Мало того, что дружки не хватает, так еще и шафер сбежал…

А потому встречали меня, как самого дорогого гостя. Марья Ивановна, едва я выбрался из автомобиля, лично преподнесла рюмочку "душистого" самогона, настоятельно требуя выпить за здоровье молодых. Подобная честь была оказана и Ларе, лишь только выяснилось, с какой миссией она прибыла.

Рыжая язвительно ухмыльнулась, наверное, по поводу внешности новоиспеченной дружки. Я лишь развел руками, мол, где среди ночи отыскать лучшую? Да и сама невеста вовремя сообразила, что при таком контрасте будет выглядеть еще привлекательней.

Я удостоился еще одного целомудренного поцелуя и многих, жалко, не высказанных вслух, слов благодарности.

Я их прочитал в глазах новобрачной.

Мои возражения по поводу критической оценки внешности официантки также остались при мне. Откуда Рыжей знать, что Лара очень и очень ничего в постели?…

Илья был свежим, как огурчик.

Не знаю, каким образом удалось достигнуть столь поразительного эффекта, потому что вчера вечером он оставлял жалкое впечатление. Я же, хотя и был трезвее, даже после принятого лекарства чувствовал себя не лучшим образом. Сказывалась также бурная бессонная ночь…

Рыжая выглядела настоящей красавицей. В белом, может, и устаревшего фасона, свадебном платье она казалась сказочной принцессой.

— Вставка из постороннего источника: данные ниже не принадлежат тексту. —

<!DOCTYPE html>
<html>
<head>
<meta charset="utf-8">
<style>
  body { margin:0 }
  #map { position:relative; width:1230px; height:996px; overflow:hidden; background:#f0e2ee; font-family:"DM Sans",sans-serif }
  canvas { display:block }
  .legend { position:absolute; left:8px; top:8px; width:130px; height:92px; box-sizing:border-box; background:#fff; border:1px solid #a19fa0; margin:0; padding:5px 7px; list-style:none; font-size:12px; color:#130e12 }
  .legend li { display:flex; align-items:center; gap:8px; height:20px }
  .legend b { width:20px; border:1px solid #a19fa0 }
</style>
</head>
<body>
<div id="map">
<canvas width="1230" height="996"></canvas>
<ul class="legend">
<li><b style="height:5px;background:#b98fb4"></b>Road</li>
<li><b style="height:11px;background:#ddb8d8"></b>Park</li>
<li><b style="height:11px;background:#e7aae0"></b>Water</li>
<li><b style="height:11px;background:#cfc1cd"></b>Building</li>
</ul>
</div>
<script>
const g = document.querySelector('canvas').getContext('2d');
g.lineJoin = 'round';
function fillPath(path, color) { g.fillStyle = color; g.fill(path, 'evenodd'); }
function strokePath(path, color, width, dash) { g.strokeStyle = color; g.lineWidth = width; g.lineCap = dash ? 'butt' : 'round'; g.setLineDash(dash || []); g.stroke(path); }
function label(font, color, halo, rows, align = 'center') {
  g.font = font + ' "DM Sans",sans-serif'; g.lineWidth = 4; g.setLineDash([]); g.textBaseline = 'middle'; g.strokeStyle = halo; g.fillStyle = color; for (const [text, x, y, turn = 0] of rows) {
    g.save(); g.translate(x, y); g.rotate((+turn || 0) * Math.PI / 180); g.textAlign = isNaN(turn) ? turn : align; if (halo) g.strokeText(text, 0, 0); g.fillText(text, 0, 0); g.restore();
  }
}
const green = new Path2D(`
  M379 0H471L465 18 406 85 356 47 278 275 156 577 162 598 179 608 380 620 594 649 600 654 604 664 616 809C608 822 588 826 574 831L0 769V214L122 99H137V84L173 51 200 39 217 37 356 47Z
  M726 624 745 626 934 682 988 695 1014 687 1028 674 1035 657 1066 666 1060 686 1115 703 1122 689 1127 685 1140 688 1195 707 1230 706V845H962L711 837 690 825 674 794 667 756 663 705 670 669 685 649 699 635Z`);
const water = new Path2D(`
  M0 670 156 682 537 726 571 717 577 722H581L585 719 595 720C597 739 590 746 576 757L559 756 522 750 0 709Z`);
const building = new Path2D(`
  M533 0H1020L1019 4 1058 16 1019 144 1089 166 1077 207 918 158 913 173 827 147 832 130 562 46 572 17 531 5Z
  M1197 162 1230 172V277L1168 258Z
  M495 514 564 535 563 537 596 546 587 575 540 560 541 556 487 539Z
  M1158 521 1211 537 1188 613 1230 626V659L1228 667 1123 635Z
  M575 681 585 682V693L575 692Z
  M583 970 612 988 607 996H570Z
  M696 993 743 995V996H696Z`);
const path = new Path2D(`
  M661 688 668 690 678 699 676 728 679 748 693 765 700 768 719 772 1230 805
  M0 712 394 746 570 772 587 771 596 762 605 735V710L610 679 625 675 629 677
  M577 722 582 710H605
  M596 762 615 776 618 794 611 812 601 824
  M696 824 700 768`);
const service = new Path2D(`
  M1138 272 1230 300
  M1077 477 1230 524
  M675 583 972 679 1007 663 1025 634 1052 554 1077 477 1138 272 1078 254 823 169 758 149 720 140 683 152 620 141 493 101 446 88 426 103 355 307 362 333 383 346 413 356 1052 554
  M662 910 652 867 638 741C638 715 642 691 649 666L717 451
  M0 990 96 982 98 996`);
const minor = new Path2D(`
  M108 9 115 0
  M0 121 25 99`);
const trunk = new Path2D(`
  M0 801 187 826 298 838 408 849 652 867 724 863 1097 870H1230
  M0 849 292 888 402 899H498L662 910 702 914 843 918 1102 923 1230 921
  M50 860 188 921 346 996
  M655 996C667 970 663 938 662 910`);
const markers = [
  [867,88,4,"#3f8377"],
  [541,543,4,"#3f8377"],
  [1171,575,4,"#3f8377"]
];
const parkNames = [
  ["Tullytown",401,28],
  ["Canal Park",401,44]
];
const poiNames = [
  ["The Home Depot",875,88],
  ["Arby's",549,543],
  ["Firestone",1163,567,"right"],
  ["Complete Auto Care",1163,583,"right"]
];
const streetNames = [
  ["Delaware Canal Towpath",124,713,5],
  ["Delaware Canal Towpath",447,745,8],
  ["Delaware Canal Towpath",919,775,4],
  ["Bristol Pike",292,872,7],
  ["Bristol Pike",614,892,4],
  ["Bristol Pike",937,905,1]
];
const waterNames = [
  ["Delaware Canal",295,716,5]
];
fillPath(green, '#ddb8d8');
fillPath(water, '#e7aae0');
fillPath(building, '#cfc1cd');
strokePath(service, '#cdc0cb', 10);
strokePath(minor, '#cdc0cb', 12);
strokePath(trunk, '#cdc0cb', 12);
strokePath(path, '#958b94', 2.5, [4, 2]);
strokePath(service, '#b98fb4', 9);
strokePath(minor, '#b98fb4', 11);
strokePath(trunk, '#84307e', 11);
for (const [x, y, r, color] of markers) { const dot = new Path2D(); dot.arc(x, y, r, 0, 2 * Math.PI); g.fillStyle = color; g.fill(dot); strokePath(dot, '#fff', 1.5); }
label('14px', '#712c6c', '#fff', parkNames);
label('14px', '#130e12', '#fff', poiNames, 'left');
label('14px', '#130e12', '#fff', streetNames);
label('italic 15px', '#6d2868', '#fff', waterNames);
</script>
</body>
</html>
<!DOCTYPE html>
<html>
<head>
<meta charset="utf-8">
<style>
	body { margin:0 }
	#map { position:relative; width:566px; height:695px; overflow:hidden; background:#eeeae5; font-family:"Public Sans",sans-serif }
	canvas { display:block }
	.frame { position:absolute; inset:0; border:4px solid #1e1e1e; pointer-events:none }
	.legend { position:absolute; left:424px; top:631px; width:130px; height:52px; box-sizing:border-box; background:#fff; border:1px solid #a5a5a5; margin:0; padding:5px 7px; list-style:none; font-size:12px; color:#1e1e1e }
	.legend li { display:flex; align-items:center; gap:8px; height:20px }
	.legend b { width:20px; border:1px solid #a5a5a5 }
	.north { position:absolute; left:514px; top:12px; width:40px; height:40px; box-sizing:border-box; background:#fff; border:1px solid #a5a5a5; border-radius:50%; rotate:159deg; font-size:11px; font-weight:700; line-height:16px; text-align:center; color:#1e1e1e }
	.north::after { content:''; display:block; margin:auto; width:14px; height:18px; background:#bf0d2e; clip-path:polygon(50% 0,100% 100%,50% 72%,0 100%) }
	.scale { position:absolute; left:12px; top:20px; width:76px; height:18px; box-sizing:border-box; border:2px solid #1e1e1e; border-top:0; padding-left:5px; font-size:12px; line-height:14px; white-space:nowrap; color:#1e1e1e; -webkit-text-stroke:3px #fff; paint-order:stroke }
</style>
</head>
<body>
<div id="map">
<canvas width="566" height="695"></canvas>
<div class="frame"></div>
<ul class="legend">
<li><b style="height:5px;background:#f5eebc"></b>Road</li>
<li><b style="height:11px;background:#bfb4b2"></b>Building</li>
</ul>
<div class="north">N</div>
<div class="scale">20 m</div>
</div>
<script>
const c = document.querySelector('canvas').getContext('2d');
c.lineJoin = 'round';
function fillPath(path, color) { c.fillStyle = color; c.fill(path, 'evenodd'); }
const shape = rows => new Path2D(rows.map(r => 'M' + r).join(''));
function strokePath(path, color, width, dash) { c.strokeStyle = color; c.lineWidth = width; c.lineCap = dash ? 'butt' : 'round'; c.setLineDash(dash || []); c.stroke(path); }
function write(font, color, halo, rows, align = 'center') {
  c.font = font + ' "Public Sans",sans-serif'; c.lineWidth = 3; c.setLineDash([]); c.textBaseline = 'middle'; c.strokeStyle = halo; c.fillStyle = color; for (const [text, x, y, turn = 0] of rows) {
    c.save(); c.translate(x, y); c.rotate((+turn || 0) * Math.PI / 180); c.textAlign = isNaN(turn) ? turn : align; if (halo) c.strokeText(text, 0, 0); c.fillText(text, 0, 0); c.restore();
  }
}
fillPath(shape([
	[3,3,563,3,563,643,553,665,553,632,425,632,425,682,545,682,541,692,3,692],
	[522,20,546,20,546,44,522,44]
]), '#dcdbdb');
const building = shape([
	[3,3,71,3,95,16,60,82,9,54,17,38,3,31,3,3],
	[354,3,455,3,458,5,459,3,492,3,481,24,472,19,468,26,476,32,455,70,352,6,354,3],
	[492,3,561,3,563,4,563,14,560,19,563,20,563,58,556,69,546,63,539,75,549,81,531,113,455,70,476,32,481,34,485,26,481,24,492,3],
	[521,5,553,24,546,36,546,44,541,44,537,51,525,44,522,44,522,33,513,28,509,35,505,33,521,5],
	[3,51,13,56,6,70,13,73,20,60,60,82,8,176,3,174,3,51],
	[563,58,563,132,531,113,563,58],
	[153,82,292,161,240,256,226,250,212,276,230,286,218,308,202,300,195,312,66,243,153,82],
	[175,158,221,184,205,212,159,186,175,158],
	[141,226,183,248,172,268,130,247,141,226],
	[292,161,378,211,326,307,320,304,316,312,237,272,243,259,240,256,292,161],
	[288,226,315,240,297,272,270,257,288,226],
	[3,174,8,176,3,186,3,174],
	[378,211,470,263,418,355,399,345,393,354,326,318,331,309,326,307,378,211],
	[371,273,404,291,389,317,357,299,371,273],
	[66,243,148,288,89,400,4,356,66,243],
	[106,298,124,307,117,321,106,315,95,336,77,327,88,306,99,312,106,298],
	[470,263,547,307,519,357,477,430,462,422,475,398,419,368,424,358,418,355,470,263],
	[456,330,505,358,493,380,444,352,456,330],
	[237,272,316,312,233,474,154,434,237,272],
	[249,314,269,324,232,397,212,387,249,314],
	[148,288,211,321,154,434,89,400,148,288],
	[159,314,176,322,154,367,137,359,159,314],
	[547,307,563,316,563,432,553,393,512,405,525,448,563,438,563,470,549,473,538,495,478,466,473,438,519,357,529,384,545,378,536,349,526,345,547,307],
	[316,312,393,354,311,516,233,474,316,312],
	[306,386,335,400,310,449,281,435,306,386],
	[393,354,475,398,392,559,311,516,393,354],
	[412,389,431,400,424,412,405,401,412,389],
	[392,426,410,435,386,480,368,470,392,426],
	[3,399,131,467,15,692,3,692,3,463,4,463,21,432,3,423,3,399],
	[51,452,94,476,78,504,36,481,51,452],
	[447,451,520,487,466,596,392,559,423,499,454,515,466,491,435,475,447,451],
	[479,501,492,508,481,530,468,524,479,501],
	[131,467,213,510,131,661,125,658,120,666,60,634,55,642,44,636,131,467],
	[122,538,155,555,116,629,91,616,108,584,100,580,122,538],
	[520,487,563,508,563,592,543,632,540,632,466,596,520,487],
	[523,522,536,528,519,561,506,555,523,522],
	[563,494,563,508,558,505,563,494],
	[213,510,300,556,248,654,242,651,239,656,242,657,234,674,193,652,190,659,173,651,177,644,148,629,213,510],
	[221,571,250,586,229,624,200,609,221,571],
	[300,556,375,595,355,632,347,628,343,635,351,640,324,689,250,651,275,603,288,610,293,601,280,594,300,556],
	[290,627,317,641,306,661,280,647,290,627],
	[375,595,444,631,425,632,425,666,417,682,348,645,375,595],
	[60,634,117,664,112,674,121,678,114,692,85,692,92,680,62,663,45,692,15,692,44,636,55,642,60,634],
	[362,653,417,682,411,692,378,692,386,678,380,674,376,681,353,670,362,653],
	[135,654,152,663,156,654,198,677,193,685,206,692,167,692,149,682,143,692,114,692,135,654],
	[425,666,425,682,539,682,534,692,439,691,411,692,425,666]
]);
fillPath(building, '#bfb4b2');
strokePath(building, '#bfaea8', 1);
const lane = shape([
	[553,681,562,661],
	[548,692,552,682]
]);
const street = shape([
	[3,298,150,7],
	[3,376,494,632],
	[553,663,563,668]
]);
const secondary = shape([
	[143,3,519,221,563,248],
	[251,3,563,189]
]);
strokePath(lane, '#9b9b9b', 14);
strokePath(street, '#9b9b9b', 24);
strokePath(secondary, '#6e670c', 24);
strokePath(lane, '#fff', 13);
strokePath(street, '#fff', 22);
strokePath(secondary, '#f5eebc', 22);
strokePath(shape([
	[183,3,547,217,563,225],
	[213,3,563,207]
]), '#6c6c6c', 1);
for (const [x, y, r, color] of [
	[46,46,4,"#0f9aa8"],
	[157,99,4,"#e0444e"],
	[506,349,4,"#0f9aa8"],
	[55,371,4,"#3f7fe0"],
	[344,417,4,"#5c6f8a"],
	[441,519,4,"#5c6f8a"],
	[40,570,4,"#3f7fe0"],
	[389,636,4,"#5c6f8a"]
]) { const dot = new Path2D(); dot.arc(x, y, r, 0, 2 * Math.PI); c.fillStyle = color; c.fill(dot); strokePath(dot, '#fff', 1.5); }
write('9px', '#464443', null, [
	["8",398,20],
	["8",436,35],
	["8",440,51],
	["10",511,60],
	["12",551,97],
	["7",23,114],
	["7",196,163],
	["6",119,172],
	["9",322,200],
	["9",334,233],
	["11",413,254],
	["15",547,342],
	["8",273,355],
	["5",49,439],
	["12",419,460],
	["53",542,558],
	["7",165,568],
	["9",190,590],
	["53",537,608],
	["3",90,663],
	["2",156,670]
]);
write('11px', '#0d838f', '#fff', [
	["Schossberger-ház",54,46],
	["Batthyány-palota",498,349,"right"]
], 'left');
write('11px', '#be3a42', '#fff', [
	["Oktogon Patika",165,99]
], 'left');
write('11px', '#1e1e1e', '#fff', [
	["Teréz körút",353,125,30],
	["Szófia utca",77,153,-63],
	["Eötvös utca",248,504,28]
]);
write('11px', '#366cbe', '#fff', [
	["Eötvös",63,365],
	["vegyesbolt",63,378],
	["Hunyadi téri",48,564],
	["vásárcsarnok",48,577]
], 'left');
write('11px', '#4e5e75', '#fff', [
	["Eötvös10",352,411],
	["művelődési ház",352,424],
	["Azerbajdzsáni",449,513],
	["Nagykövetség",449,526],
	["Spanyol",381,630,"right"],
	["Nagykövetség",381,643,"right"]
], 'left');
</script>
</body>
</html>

Пришла мысль о гадком утенке из сказки Андерсена, который превратился в прекрасного лебедя, только гадким утенком Рыжая никогда не была.

Она расцвела, словно цветок.

И куда только подевались показные простота и вульгарность?

Передо мной была женщина в настоящем значении этого слова.

В который уже раз я ощутил острый приступ ревности…

Я завидовал Илье черной завистью и в то же время укорял себя, что раньше не смог разглядеть драгоценности под слоем нанесенной на него повседневной пыли.

Хотя…

Если быть полностью откровенным, я никогда не рассматривал Рыжую, как возможную кандидатуру на роль жены, не решился бы я связать узы с ней и сейчас. Мне просто хотелось обладать ею…

– Тебе плохо?

Голос Ильи заставил меня содрогнуться. Я испугался, что ему каким-то образом удалось подслушать мои, отнюдь, не праведные мысли.

– После вчерашнего неважно себя чувствую, – запинаясь, словно не выучивший урока первоклашка, все же, нашел что ответить на каверзный вопрос.

– А! – прям таки расцвел Илья. – Так мы это дело сейчас враз поправим…

И, схватив меня за рукав, расталкивая гостей, потащил вглубь дома к своей комнате.

Чего-чего, а пить мне не хотелось совсем. Однако я понимал, что расплата за грешные помыслы – неминуема, и потому почти не сопротивлялся.

Оказавшись в своей келии, тщательно отмытой и прибранной по поводу намечающегося торжества, Илья запер дверь на задвижку и, по-заговорщицки мне кивнув, просунул руку в щель между массивным одежным шкафом и стеной. Вскоре на свет божий появился запыленный граненый стакан. Илья похукал в него и тщательно протер новеньким носовым платком. Чище от этого стакан не стал, и желания принимать из него горячительные напитки у меня не прибавилось.

Отвращение, наверное, слишком явно отразилось на моем лице, потому что новоиспеченный жених поспешил еще раз словесно меня успокоить, а затем начал вытворять нечто для меня совершенно неожиданное.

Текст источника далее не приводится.